CE: Do you find Greece’s energy sector attractive in terms of investments?
Yannis Maniatis: Greece’s geographic location is advantageous for the transit of natural gas from new sources in the Caspian Sea and the Eastern Mediterranean region. This and the potential increase of energy consumption expected following the end of the recession period makes the energy sector in Greece attractive. Moreover, the transposition of the EU’s 3rd energy package, on the basis of which the Greek energy markets are being further opened up coupled with the necessary liberalizing reforms of its regulatory framework, as well as Greece’s privatization program, make Greece extremely attractive for investors and create major opportunities.
For example, the recently announced plans for the restructuring of the Public Power Corporation are expected to create greater competition in the Greek electricity market, which in turn will lead to further investment opportunities, for the benefit of our consumers. The “South Kavala” natural gas field is another example of possible interest for major investors. Our objective is to review alternative ways of exploitation of the rights over the nearly depleted South Kavala offshore natural gas field, via its usage, development and commercial exploitation as a natural gas storage facility. Moreover, as I already mentioned, developments in the hydrocarbon sector, are especially interesting offering opportunities for major investments and this has already been demonstrated by the interest expressed by major oil companies for the tendering processes launched so far.
Finally it is noteworthy that major Greek projects have already been short-listed as EU Projects of Common Interest (PCI), pending the final decision by the end of the year. This creates opportunities for investors, since, as you know, the PCI label will facilitate the financing of projects which will be fast-tracked in terms of getting all necessary permits and licenses. Prospective PCI’S include: For Gas, the Interconnector Greece-Bulgaria, proposed projects for the development of an LNG terminal in the Northern Aegean area, the East Med pipeline from offshore gas fields in Cyprus to the Greek mainland via Crete and the Interconnector Greece-Italy. For electricity, the line between Greece and Bulgaria (Maritsa-Nea Santa) and the Euro-Asia Interconnector linking Israel to mainland Greece via Cyprus and Crete.

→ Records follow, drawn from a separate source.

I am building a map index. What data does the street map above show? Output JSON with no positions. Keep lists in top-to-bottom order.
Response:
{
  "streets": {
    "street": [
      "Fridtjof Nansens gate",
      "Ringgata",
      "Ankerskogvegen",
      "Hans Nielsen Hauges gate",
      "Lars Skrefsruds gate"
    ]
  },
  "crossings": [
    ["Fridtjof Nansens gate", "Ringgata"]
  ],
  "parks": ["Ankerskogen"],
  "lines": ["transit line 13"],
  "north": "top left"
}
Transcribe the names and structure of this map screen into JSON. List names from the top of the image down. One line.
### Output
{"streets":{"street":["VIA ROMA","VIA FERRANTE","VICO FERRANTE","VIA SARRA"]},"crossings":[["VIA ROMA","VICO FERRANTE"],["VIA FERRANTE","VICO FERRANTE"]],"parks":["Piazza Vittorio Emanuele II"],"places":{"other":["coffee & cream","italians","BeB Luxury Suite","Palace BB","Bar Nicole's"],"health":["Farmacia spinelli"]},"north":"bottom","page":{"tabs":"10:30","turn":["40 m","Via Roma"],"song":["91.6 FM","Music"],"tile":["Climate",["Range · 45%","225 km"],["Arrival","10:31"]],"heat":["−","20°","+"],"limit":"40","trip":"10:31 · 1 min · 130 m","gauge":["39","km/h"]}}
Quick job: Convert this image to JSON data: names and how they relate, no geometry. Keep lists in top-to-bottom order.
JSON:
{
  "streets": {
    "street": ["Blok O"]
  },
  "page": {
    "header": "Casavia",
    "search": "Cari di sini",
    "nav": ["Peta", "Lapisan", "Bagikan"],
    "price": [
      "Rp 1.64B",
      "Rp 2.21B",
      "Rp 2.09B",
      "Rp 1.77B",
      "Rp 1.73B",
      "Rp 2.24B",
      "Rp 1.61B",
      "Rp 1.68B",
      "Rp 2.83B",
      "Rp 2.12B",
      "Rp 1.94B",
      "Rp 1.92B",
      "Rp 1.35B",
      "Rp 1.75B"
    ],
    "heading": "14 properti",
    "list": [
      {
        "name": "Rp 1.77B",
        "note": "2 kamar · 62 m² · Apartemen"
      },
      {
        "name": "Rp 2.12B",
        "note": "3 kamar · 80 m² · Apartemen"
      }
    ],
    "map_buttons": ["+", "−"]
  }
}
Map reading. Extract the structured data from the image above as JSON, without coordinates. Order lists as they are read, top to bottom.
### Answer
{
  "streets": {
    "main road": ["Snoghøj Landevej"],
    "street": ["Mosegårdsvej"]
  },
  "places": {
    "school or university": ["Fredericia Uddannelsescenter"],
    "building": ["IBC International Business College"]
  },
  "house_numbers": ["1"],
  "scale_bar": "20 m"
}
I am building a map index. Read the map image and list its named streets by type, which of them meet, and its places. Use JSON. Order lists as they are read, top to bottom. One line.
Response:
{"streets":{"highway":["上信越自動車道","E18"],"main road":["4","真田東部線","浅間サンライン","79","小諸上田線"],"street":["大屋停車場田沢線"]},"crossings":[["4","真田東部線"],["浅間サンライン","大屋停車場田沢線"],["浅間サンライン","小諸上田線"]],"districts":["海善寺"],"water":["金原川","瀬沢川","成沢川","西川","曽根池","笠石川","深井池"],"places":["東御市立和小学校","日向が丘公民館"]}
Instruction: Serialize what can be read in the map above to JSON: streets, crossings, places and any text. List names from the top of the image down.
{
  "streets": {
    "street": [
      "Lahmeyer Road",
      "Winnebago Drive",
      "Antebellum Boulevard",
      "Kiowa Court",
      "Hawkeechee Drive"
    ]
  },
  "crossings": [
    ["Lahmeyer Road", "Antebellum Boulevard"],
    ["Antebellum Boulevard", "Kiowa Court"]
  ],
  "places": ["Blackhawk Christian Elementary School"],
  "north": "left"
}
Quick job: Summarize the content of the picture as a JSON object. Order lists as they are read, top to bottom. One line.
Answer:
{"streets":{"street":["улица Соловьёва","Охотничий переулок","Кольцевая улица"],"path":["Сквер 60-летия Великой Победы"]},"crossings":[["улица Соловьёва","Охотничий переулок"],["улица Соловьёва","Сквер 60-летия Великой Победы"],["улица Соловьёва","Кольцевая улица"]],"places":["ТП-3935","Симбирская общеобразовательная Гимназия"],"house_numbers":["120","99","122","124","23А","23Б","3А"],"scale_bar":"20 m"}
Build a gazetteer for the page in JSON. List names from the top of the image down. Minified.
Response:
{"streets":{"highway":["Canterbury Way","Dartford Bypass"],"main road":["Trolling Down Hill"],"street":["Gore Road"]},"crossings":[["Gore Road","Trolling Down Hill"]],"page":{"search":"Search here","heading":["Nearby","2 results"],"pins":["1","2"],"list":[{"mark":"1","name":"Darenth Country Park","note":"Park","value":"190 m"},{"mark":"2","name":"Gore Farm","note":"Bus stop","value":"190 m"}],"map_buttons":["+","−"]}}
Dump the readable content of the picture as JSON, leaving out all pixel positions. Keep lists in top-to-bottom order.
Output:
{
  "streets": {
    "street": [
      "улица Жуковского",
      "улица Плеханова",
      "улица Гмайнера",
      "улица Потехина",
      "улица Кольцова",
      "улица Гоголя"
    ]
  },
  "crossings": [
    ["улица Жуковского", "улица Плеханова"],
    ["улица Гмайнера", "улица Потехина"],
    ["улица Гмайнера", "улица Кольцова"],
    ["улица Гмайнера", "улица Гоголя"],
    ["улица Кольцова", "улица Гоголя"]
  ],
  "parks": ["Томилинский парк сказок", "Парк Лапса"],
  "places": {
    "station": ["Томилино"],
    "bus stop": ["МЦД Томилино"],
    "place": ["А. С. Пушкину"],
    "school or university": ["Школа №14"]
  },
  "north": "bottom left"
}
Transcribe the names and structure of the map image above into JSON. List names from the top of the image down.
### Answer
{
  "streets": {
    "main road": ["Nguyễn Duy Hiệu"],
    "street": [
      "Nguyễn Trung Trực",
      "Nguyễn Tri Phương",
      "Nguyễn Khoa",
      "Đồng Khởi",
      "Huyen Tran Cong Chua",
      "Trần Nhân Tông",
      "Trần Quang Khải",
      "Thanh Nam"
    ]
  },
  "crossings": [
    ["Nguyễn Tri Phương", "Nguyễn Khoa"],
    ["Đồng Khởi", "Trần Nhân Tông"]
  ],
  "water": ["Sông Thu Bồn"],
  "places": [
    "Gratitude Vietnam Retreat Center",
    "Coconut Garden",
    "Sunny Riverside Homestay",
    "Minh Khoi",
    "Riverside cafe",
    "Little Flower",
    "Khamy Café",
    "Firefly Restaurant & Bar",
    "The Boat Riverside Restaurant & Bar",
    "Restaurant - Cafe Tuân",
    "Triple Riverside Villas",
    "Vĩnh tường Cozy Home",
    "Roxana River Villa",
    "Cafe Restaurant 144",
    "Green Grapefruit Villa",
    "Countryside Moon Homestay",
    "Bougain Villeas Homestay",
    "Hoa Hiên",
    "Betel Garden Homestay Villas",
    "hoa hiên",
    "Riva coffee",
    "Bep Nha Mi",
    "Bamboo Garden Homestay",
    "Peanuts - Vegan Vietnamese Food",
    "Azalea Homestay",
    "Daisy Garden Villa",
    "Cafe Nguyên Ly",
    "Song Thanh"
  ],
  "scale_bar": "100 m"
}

CE: Does the country plan to develop LNG market?
Yannis Maniatis: Greece is developing an LNG market. Already about 20% of its natural gas supply is based on a Long term contract with Algeria’s Sonatrach and amounts are supplemented with gas purchased on the spot market. Due to its geographical location, Greece has the potential to provide access to LNG to other regions of Europe including land-locked areas in South East Europe. Currently there is an LNG terminal, south of Athens, on Revythousa Island, with two storage tanks (capacity 65.000 m3 each) and plans are underway for its expansion. Its benefits were most apparent during the 2009 gas crisis, when shipments minimized the effects of the disruption and enabled Greece to assist Bulgaria with emergency supplies. There are also planned projects for LNG in the North Aegean, which would be instrumental in enhancing the security of supply of South East Europe and pending a final decision due at the end of the year, 2 such projects are being earmarked as EU Projects of Common Interest.
Finally, we expect that LNG will develop into a key fuel for the shipping industry in Greece.